Walking the Directory and Creating a TreeNode in Node.js

In this article, we will be exploring how to navigate or walk through a file directory in Node.js, creating a TreeNode for each file or subdirectory we encounter. This will involve using Node’s built-in fs (file system) and path modules, as well as the crypto module for hashing file contents.

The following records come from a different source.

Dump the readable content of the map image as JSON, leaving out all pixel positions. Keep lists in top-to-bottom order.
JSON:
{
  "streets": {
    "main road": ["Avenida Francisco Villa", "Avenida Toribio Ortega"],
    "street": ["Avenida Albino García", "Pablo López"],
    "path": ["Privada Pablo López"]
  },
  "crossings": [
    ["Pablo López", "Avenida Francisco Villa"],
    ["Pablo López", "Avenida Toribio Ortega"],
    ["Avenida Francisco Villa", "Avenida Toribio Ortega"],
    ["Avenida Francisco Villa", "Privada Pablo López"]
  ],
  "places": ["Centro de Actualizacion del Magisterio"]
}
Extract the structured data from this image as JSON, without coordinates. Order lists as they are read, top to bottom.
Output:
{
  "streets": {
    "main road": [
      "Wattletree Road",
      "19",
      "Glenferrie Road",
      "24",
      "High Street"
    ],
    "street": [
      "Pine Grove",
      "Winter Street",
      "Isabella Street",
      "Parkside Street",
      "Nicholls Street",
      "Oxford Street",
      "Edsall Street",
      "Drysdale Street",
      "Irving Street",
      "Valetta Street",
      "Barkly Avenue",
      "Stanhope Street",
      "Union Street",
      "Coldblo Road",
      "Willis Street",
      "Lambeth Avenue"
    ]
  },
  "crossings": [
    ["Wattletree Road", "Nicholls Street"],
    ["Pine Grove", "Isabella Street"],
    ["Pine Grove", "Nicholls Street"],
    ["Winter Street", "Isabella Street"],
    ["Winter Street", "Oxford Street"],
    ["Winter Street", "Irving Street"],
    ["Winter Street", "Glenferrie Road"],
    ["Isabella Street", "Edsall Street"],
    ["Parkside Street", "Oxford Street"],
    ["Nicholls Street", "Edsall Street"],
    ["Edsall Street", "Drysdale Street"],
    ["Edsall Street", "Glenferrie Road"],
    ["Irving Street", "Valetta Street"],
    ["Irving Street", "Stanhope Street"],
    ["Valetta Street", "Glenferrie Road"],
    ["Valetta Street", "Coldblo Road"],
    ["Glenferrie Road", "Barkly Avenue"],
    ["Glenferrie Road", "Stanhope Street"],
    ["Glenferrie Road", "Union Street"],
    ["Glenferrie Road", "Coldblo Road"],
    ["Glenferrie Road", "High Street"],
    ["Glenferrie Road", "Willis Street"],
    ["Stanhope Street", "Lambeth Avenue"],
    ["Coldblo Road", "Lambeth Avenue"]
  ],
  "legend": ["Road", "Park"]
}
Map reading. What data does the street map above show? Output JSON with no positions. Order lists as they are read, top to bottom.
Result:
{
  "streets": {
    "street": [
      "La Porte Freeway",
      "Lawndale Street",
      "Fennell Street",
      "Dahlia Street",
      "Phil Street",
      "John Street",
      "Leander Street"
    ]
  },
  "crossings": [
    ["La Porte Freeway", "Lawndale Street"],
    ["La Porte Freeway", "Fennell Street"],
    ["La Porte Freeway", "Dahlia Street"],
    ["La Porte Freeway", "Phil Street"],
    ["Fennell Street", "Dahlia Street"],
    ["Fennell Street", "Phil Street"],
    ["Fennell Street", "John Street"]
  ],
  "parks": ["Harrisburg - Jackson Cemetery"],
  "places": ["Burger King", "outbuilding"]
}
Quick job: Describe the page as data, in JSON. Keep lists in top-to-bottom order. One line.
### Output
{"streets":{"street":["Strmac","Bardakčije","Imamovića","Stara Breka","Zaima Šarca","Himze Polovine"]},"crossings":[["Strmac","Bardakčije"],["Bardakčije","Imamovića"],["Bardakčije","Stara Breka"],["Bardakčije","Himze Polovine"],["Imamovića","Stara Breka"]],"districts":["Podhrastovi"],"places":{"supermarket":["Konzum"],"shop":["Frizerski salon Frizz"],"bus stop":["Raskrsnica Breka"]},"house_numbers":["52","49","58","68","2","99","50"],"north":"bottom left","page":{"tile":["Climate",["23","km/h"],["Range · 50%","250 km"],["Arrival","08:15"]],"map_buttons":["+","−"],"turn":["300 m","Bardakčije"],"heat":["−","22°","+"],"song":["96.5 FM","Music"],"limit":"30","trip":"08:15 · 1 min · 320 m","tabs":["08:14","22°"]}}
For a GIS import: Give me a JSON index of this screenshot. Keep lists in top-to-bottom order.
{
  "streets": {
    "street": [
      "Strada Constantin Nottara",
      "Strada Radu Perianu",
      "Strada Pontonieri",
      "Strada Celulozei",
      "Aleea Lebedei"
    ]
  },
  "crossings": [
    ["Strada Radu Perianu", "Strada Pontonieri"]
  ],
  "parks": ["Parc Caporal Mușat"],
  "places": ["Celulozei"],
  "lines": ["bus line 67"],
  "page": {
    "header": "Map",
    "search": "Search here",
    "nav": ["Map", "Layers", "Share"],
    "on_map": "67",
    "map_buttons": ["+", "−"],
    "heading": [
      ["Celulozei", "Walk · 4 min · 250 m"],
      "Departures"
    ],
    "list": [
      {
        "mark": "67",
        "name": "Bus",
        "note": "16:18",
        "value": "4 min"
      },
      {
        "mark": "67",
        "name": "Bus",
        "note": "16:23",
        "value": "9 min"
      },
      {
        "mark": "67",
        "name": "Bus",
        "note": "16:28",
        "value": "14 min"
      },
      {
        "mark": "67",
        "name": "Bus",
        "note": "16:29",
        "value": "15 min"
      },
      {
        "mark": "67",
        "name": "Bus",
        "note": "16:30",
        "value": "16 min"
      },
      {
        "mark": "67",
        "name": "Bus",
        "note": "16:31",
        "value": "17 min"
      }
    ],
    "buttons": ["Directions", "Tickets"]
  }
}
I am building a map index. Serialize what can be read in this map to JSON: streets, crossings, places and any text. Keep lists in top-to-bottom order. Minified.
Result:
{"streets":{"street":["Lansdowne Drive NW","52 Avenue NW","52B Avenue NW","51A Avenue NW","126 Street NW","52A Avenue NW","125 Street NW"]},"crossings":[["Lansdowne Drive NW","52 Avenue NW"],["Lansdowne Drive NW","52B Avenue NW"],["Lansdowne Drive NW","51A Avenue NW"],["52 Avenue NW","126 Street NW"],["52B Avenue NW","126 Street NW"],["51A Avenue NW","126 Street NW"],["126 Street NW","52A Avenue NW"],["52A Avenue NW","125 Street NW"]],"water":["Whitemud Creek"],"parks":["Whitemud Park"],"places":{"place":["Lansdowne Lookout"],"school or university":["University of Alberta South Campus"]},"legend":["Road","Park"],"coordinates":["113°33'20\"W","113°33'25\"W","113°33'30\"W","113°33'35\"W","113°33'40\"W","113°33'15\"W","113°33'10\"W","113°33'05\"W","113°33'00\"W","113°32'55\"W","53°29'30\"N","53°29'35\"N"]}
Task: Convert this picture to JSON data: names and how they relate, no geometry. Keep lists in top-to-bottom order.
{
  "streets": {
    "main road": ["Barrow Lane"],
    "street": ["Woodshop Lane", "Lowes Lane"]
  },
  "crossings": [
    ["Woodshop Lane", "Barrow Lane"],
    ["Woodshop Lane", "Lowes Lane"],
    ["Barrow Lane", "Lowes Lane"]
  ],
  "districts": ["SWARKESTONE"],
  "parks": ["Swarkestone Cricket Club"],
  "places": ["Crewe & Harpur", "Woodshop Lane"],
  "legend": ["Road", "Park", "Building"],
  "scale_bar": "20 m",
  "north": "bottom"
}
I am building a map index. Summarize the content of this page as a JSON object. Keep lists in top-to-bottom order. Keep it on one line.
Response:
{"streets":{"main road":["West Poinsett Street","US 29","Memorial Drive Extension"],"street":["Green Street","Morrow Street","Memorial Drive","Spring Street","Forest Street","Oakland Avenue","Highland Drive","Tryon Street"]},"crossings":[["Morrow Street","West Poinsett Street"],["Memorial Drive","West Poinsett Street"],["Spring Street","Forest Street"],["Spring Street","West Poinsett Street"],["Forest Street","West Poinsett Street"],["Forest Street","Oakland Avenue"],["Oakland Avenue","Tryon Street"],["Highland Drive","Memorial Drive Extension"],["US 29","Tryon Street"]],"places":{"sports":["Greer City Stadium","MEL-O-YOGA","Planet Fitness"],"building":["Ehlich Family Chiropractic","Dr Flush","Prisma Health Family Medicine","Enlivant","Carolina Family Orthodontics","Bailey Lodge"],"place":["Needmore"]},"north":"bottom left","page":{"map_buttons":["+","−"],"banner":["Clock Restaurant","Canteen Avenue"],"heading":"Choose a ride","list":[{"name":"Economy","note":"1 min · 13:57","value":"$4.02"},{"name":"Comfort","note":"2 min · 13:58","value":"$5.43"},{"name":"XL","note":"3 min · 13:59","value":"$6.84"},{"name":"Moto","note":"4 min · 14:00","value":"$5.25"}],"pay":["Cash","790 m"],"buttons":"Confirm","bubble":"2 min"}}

First, let’s begin by creating an interface for our file metadata:

1
2
3
4
5
interface FileMetadata {
    path: string;
    isDirectory: boolean;
    hash?: string;
}

Here, our FileMetadata interface defines three properties: path (the file or directory path), isDirectory (a boolean indicating if the path is a directory), and hash (a string representing a file hash, which will be optional since directories won’t have a hash).

Next, we create a TreeNode class:

 1
 2
 3
 4
 5
 6
 7
 8
 9
10
11
12
13
14
15
16
class TreeNode {
    metadata: FileMetadata;
    children: TreeNode[];

    constructor(metadata: FileMetadata, children: TreeNode[] = []) {
        this.metadata = metadata;
        this.children = children;
    }

    print(level: number = 0): void {
        console.log(' '.repeat(level * 2) + (this.metadata.isDirectory ? 'Dir: ' : 'File: ') + this.metadata.path);
        for (let child of this.children) {
            child.print(level + 1);
        }
    }
}

The TreeNode class represents a node in our tree structure. Each node contains metadata (of type FileMetadata) and an array of child nodes (children). The print method allows us to print the path of the node and its children, with indentation to represent the depth in the tree.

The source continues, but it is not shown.